3dem / relion

Image-processing software for cryo-electron microscopy
https://relion.readthedocs.io/en/latest/
GNU General Public License v2.0
444 stars 199 forks source link

3D auto-refine MPI issues #883

Closed Cygnus2015 closed 9 months ago

Cygnus2015 commented 2 years ago

Hi All,

I had this issue during 3D auto refine. The setting was using the number of MPI proc = 3 and threads=2 for the 3D auto-refine. Any suggestions would be appreciated.

Thanks. Park

Environment:

OS: [Ubuntu 20.04.2 LTS]
MPI runtime: [OpenMPI 2.0.1]
RELION version [RELION-4.0-beta-2-commit-ce2e93 
 Memory: [128 GB]
GPU: [GTX 1080Ti]

Dataset:

Box size: [256 px]
Pixel size: [ 0.97 Å/px]
Number of particles: [e.g. 150,000]
Description: [appoferrtin]

Job options:

Type of job: [Refine3D]
Number of MPI processes: [3]
Number of threads: [2]
Full command (see note.txt in the job directory):

which relion_refine_mpi --o Refine3D/job085/run --auto_refine --split_random_halves --i Extract/job056/particles.star --ref Class3D/job049/run_it025_class001_256px.mrc --firstiter_cc --ini_high 60 --dont_combine_weights_via_disc --pool 3 --pad 2 --auto_ignore_angles --auto_resol_angles --ctf --particle_diameter 200 --flatten_solvent --zero_mask --oversampling 1 --healpix_order 2 --auto_local_healpix_order 4 --offset_range 5 --offset_step 2 --sym O --low_resol_join_halves 40 --norm --scale --j 2 --gpu "" --pipeline_control Refine3D/job085/

Error message:

================== ERROR: MlOptimiserMpi::initialiseWorkLoad: at least 3 MPI processes are required when splitting data into random halves

MPI_ABORT was invoked on rank 0 in communicator MPI_COMM_WORLD with errorcode 1.

NOTE: invoking MPI_ABORT causes Open MPI to kill all MPI processes.
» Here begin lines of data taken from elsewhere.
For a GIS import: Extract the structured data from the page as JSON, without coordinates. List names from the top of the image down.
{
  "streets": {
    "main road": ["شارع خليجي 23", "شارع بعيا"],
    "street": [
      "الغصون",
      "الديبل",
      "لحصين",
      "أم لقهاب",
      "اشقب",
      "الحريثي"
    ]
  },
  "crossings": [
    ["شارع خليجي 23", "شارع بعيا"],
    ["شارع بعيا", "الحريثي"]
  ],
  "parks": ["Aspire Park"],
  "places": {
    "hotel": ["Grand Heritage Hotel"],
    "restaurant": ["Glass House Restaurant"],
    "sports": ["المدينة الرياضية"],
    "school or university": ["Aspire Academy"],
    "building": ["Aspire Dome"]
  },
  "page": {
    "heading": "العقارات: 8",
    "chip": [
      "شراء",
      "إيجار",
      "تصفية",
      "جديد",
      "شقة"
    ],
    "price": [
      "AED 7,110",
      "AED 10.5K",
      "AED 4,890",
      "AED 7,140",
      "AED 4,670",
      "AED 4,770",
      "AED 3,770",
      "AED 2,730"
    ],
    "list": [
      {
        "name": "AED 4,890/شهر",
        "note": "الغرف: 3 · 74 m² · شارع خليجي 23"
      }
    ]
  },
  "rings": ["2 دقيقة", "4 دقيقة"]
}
You may or may not see output from other processes, depending on exactly when Open MPI kills them.

in: /home/hoanglab/relion/src/ml_optimiser_mpi.cpp, line 539 ERROR: MlOptimiserMpi::initialiseWorkLoad: at least 3 MPI processes are required when splitting data into random halves === Backtrace === /usr/local/bin/relion_refine_mpi(_ZN11RelionErrorC1ERKNSt7__cxx1112basic_stringIcSt11char_traitsIcESaIcEEES7_l+0x7d) [0x55fb830b785d] /usr/local/bin/relion_refine_mpi(+0x4b138) [0x55fb83046138] /usr/local/bin/relion_refine_mpi(_ZN14MlOptimiserMpi10initialiseEv+0xac) [0x55fb830ea62c] /usr/local/bin/relion_refine_mpi(main+0x71) [0x55fb830a2c91] /lib/x86_64-linux-gnu/libc.so.6(__libc_start_main+0xf3) [0x7fd7093a20b3] /usr/local/bin/relion_refine_mpi(_start+0x2e) [0x55fb830a5fbe]

ERROR: MlOptimiserMpi::initialiseWorkLoad: at least 3 MPI processes are required when splitting data into random halves

MPI_ABORT was invoked on rank 0 in communicator MPI_COMM_WORLD with errorcode 1.
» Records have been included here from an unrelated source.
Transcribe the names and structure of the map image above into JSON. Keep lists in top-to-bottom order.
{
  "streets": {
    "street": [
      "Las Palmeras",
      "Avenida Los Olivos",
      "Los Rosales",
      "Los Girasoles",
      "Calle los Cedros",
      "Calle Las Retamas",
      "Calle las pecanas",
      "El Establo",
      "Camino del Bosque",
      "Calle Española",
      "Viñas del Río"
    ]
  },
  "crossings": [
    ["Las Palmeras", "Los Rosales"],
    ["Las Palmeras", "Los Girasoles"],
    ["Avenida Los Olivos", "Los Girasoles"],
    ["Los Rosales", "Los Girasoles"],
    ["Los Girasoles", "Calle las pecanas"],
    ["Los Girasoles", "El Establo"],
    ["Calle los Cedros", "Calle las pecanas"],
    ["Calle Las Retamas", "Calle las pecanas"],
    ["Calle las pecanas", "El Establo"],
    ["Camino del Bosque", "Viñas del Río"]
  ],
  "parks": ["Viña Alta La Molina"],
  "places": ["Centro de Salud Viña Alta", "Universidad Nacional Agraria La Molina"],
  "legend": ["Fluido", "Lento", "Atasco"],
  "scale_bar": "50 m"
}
NOTE: invoking MPI_ABORT causes Open MPI to kill all MPI processes. You may or may not see output from other processes, depending on exactly when Open MPI kills them.
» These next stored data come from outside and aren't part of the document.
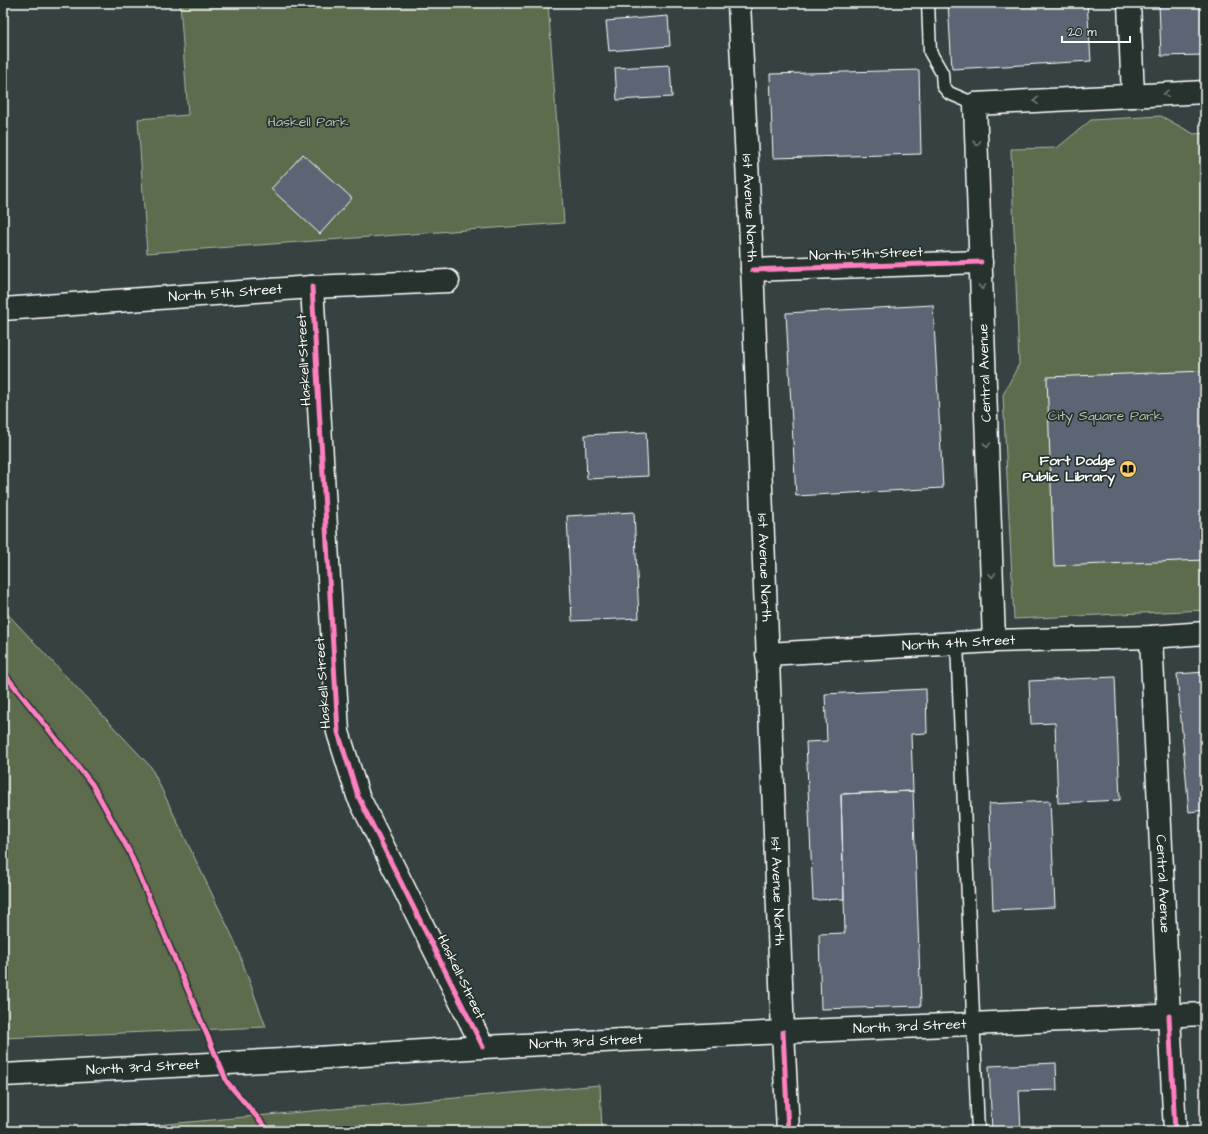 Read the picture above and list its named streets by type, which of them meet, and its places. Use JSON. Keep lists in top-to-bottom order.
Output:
{
  "streets": {
    "main road": [
      "1st Avenue North",
      "North 5th Street",
      "Haskell Street",
      "Central Avenue",
      "North 4th Street",
      "North 3rd Street"
    ]
  },
  "crossings": [
    ["1st Avenue North", "North 5th Street"],
    ["1st Avenue North", "North 4th Street"],
    ["1st Avenue North", "North 3rd Street"],
    ["North 5th Street", "Haskell Street"],
    ["North 5th Street", "Central Avenue"],
    ["Haskell Street", "North 3rd Street"],
    ["Central Avenue", "North 4th Street"],
    ["Central Avenue", "North 3rd Street"]
  ],
  "one_way": ["Central Avenue"],
  "parks": ["Haskell Park", "City Square Park"],
  "places": {
    "library": ["Fort Dodge Public Library"]
  },
  "scale_bar": "20 m"
}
in: /home/hoanglab/relion/src/ml_optimiser_mpi.cpp, line 539 ERROR: MlOptimiserMpi::initialiseWorkLoad: at least 3 MPI processes are required when splitting data into random halves === Backtrace === /usr/local/bin/relion_refine_mpi(_ZN11RelionErrorC1ERKNSt7__cxx1112basic_stringIcSt11char_traitsIcESaIcEEES7_l+0x7d) [0x55fdfcbf285d] /usr/local/bin/relion_refine_mpi(+0x4b138) [0x55fdfcb81138] /usr/local/bin/relion_refine_mpi(_ZN14MlOptimiserMpi10initialiseEv+0xac) [0x55fdfcc2562c] /usr/local/bin/relion_refine_mpi(main+0x71) [0x55fdfcbddc91] /lib/x86_64-linux-gnu/libc.so.6(__libc_start_main+0xf3) [0x7f31df8c40b3] /usr/local/bin/relion_refine_mpi(_start+0x2e) [0x55fdfcbe0fbe]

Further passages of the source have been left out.